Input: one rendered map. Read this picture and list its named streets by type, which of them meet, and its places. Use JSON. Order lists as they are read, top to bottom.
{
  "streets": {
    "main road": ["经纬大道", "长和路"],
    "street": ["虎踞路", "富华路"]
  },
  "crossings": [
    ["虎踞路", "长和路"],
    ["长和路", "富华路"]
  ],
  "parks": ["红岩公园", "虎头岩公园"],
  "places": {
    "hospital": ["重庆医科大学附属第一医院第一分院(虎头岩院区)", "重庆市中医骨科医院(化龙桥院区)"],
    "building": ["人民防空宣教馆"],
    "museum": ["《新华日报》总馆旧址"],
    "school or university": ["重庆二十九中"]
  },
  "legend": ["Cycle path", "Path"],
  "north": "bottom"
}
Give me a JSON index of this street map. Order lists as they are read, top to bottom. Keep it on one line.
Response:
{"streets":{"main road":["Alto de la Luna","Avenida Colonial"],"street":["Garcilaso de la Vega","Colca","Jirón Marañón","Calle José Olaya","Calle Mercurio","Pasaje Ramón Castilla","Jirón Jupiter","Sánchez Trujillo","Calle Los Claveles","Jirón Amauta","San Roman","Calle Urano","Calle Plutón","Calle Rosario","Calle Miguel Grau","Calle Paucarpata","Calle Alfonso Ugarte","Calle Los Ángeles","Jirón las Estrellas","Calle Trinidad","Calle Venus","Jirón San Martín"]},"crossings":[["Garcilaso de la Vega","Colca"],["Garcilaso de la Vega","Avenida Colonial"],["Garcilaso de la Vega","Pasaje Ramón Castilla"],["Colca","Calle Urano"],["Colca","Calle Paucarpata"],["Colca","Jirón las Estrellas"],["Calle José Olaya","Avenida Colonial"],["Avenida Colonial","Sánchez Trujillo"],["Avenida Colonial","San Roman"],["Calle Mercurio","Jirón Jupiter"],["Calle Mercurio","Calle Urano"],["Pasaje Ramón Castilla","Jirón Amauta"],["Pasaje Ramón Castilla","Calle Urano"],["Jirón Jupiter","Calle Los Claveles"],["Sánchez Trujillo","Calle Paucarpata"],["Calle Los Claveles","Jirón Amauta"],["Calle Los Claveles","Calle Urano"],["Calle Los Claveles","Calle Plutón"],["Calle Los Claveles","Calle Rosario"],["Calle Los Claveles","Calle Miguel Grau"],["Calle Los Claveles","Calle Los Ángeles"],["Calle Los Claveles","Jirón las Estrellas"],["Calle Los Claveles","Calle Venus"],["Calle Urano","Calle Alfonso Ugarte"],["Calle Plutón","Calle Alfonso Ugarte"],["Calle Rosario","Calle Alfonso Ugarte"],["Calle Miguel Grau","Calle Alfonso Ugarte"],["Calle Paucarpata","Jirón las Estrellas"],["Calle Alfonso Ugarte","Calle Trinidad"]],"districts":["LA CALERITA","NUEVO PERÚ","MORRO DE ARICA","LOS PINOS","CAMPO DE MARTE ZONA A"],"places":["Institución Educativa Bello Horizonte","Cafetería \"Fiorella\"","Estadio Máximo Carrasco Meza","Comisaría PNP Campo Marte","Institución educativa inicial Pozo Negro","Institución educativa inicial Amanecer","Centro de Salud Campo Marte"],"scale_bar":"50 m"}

WHAT YOU ARE ASKED TO DO:
Having read the entries above, restate them all word for word.

RESPONSE TO THE TASK:
Input: one rendered map. Read this picture and list its named streets by type, which of them meet, and its places. Use JSON. Order lists as they are read, top to bottom.
{
  "streets": {
    "main road": ["经纬大道", "长和路"],
    "street": ["虎踞路", "富华路"]
  },
  "crossings": [
    ["虎踞路", "长和路"],
    ["长和路", "富华路"]
  ],
  "parks": ["红岩公园", "虎头岩公园"],
  "places": {
    "hospital": ["重庆医科大学附属第一医院第一分院(虎头岩院区)", "重庆市中医骨科医院(化龙桥院区)"],
    "building": ["人民防空宣教馆"],
    "museum": ["《新华日报》总馆旧址"],
    "school or university": ["重庆二十九中"]
  },
  "legend": ["Cycle path", "Path"],
  "north": "bottom"
}
Give me a JSON index of this street map. Order lists as they are read, top to bottom. Keep it on one line.
Response:
{"streets":{"main road":["Alto de la Luna","Avenida Colonial"],"street":["Garcilaso de la Vega","Colca","Jirón Marañón","Calle José Olaya","Calle Mercurio","Pasaje Ramón Castilla","Jirón Jupiter","Sánchez Trujillo","Calle Los Claveles","Jirón Amauta","San Roman","Calle Urano","Calle Plutón","Calle Rosario","Calle Miguel Grau","Calle Paucarpata","Calle Alfonso Ugarte","Calle Los Ángeles","Jirón las Estrellas","Calle Trinidad","Calle Venus","Jirón San Martín"]},"crossings":[["Garcilaso de la Vega","Colca"],["Garcilaso de la Vega","Avenida Colonial"],["Garcilaso de la Vega","Pasaje Ramón Castilla"],["Colca","Calle Urano"],["Colca","Calle Paucarpata"],["Colca","Jirón las Estrellas"],["Calle José Olaya","Avenida Colonial"],["Avenida Colonial","Sánchez Trujillo"],["Avenida Colonial","San Roman"],["Calle Mercurio","Jirón Jupiter"],["Calle Mercurio","Calle Urano"],["Pasaje Ramón Castilla","Jirón Amauta"],["Pasaje Ramón Castilla","Calle Urano"],["Jirón Jupiter","Calle Los Claveles"],["Sánchez Trujillo","Calle Paucarpata"],["Calle Los Claveles","Jirón Amauta"],["Calle Los Claveles","Calle Urano"],["Calle Los Claveles","Calle Plutón"],["Calle Los Claveles","Calle Rosario"],["Calle Los Claveles","Calle Miguel Grau"],["Calle Los Claveles","Calle Los Ángeles"],["Calle Los Claveles","Jirón las Estrellas"],["Calle Los Claveles","Calle Venus"],["Calle Urano","Calle Alfonso Ugarte"],["Calle Plutón","Calle Alfonso Ugarte"],["Calle Rosario","Calle Alfonso Ugarte"],["Calle Miguel Grau","Calle Alfonso Ugarte"],["Calle Paucarpata","Jirón las Estrellas"],["Calle Alfonso Ugarte","Calle Trinidad"]],"districts":["LA CALERITA","NUEVO PERÚ","MORRO DE ARICA","LOS PINOS","CAMPO DE MARTE ZONA A"],"places":["Institución Educativa Bello Horizonte","Cafetería \"Fiorella\"","Estadio Máximo Carrasco Meza","Comisaría PNP Campo Marte","Institución educativa inicial Pozo Negro","Institución educativa inicial Amanecer","Centro de Salud Campo Marte"],"scale_bar":"50 m"}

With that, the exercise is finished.